Lenacavir, a drug vaccine given once every six months, is effective in preventing HIV infection. Data from the pivotal Phase 3 study “Aim 2” published in the New England Journal of Medicine (“NEJM”) confirm this.
Vaccination with Lenapavir is reliable protection against HIV.Image: trapezoid
Astrid Berner-Rodoreda of Heidelberg University Hospital praised Napawe as a real breakthrough. As a long-acting injection, lenacavir provides long-term protection against HIV infection; booster shots are scheduled every six months – previously used HIV pre-exposure prophylaxis (PrEP) such as Truvada had to be taken in tablet form every day. Bernard-Rodoreda said getting vaccinated twice a year is much more convenient than having to remember to take medication every day.
Tablets make people around you suspicious
There are also consequences: especially in countries heavily affected by HIV, people who take the pill every day risk being labeled HIV-positive. Injections given only twice a year are easier to keep secret. So there's no doubt that Lenacavir represents “huge relief” for many people.
As with the previous “Aim 1” study, as the results were promising, the evaluation was ended early to be able to make the drug available to all test subjects, as the manufacturer Gilead said. Lenapavir should now be approved for HIV protection in many countries. Targeted work has also been undertaken to provide care services in poorer countries.
A laboratory in South Africa is conducting research on lenapasvir.Image: trapezoid
quite effective protection
This drug should be given prophylactically to people at high risk for HIV infection. It inhibits the viral life cycle at several stages of infection. Max von Kleist of Freie Universität Berlin explains that in terms of efficiency, lenacapavir is comparable to Truvada. Both offer excellent, nearly complete protection.
The head of the “Mathematics for Data Science” research group explained that the results of the two “purpose” studies made it appear that the control group taking the pills had more infections, but the data was misleading. In many cases, the pills were not taken regularly, not even at the end of the survey period. It is not surprising that infection ensues.
Lenacavir is approved in the EU for antiviral treatment in certain infected patients. But Bernard-Rodoreda said this is especially important for women in poorer countries, such as sub-Saharan Africa.
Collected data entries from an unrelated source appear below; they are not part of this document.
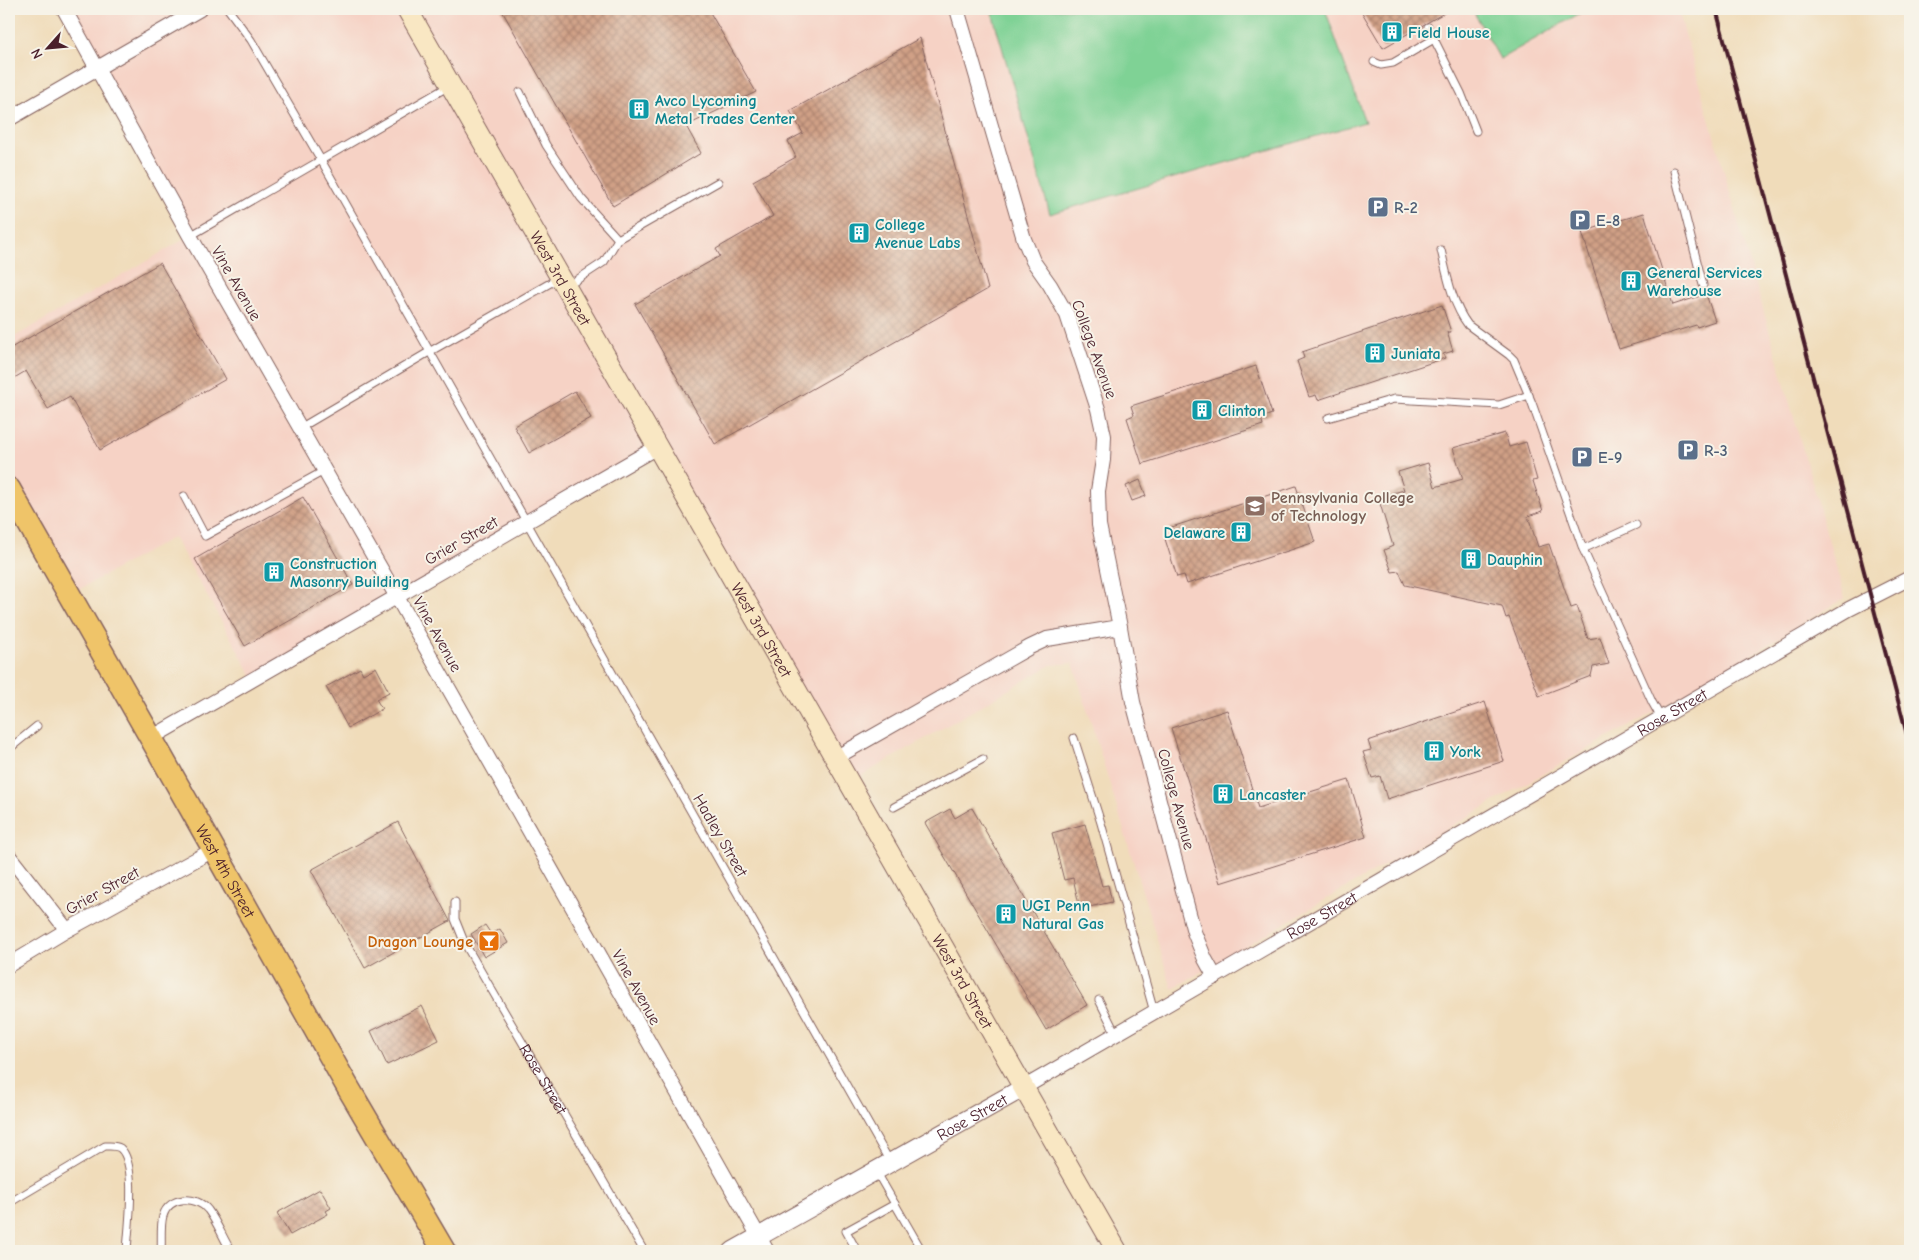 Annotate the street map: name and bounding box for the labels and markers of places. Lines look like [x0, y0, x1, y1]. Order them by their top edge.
building icon: Field House [1380, 20, 1404, 44]
place label: Field House [1408, 24, 1490, 42]
place label: Avco Lycoming Metal Trades Center [655, 92, 795, 128]
building icon: Avco Lycoming Metal Trades Center [627, 97, 651, 121]
parking icon: R-2 [1366, 195, 1390, 219]
place label: R-2 [1394, 199, 1418, 217]
parking icon: E-8 [1568, 208, 1592, 232]
place label: E-8 [1596, 212, 1620, 230]
place label: College Avenue Labs [875, 216, 960, 252]
building icon: College Avenue Labs [847, 221, 871, 245]
place label: General Services Warehouse [1647, 264, 1762, 300]
building icon: General Services Warehouse [1619, 269, 1643, 293]
building icon: Juniata [1363, 341, 1387, 365]
place label: Juniata [1391, 345, 1441, 363]
building icon: Clinton [1190, 398, 1214, 422]
place label: Clinton [1218, 402, 1266, 420]
parking icon: R-3 [1676, 438, 1700, 462]
place label: R-3 [1704, 442, 1728, 460]
parking icon: E-9 [1570, 445, 1594, 469]
place label: E-9 [1598, 449, 1622, 467]
place label: Pennsylvania College of Technology [1271, 489, 1414, 525]
school or university icon: Pennsylvania College of Technology [1243, 494, 1267, 518]
building icon: Delaware [1229, 520, 1253, 544]
place label: Delaware [1163, 524, 1225, 542]
building icon: Dauphin [1459, 547, 1483, 571]
place label: Dauphin [1487, 551, 1543, 569]
place label: Construction Masonry Building [290, 555, 410, 591]
building icon: Construction Masonry Building [262, 560, 286, 584]
building icon: York [1422, 739, 1446, 763]
place label: York [1450, 743, 1481, 761]
building icon: Lancaster [1211, 782, 1235, 806]
place label: Lancaster [1239, 786, 1306, 804]
place label: UGI Penn Natural Gas [1022, 897, 1104, 933]
building icon: UGI Penn Natural Gas [994, 902, 1018, 926]
bar icon: Dragon Lounge [477, 929, 501, 953]
place label: Dragon Lounge [367, 933, 473, 951]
Can those who need it most afford it?
There's a problem: Lenacapavir, used to treat existing infections, costs about $42,000 a year in the United States — a level that's out of reach for people in poorer countries. Berner-Rodoreda emphasized that it is critical to make the drug available to states that truly need it.
Preparations for vaccination with Lenacavir are underway.Image: trapezoid
Von Kleist added that who and under what circumstances should choose to come to Nakawi must be carefully considered. As is usually the case with active ingredients of this type, there is a risk of developing resistance. The problem with lenacavir in particular is that the active ingredient can still be detected in the body for about a year after stopping vaccination. “This promotes the development of resistance.” If the dose of the active ingredient is not sufficient to eliminate the pathogen, but it is placed under selective pressure, the pathogen may develop resistance.
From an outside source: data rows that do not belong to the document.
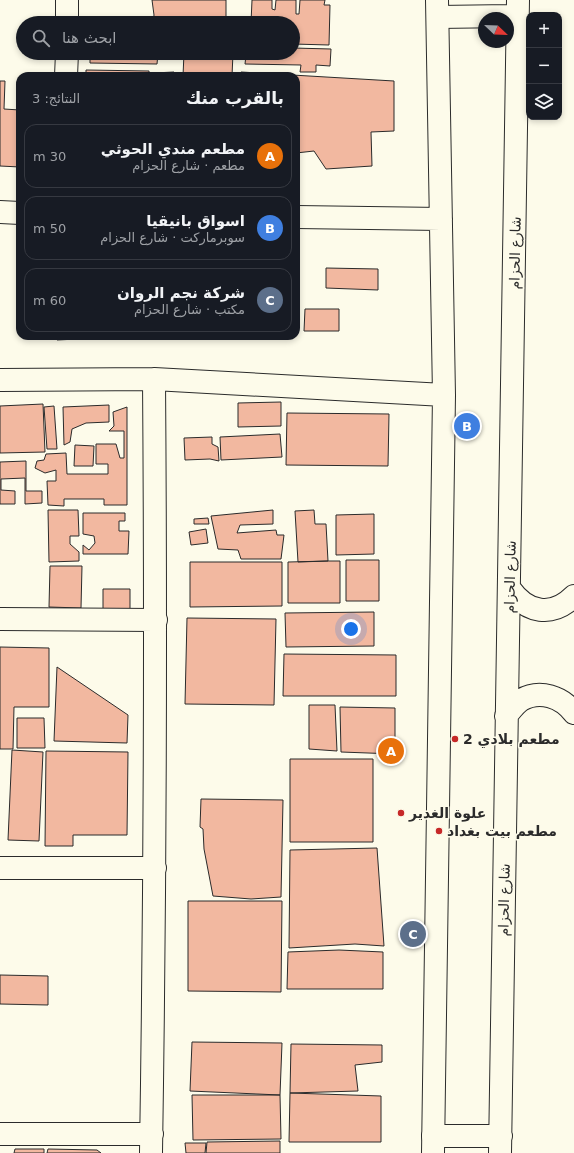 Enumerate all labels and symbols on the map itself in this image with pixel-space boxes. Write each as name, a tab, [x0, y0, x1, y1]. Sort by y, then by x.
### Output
north arrow	[478, 12, 514, 48]
street label: شارع الحزام	[506, 216, 525, 290]
pin: B	[454, 411, 480, 441]
street label: شارع الحزام	[501, 540, 520, 614]
your location	[341, 619, 361, 639]
place label: مطعم بلادي 2	[463, 731, 560, 749]
marker: مطعم بلادي 2	[450, 734, 460, 744]
pin: A	[378, 736, 404, 766]
place label: علوة الغدير	[408, 805, 486, 822]
marker: علوة الغدير	[396, 808, 406, 818]
place label: مطعم بيت بغداد	[447, 823, 557, 839]
marker: مطعم بيت بغداد	[434, 826, 444, 836]
street label: شارع الحزام	[495, 863, 514, 937]
pin: C	[400, 919, 426, 949]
Only stopped with follow-up treatment?
If an infection occurs during this period, Truvada may need to be taken for a year after stopping lenacapavir to prevent resistance from developing, von Kleist said. With Truvada, the corresponding risks are low: If you don't take it anymore, it disappears from your body within a week.
Aim 2 included nearly 3,300 HIV-negative people who had more frequent sexual intercourse. Two people in the lenacapavir group (about 2,200 test subjects) and nine people in the Truvada treatment group (about 1,100 test subjects) became infected with HIV, the journal reported. Lenacapvir reduced the risk of infection by 96% compared with background incidence. Both drugs are generally well tolerated.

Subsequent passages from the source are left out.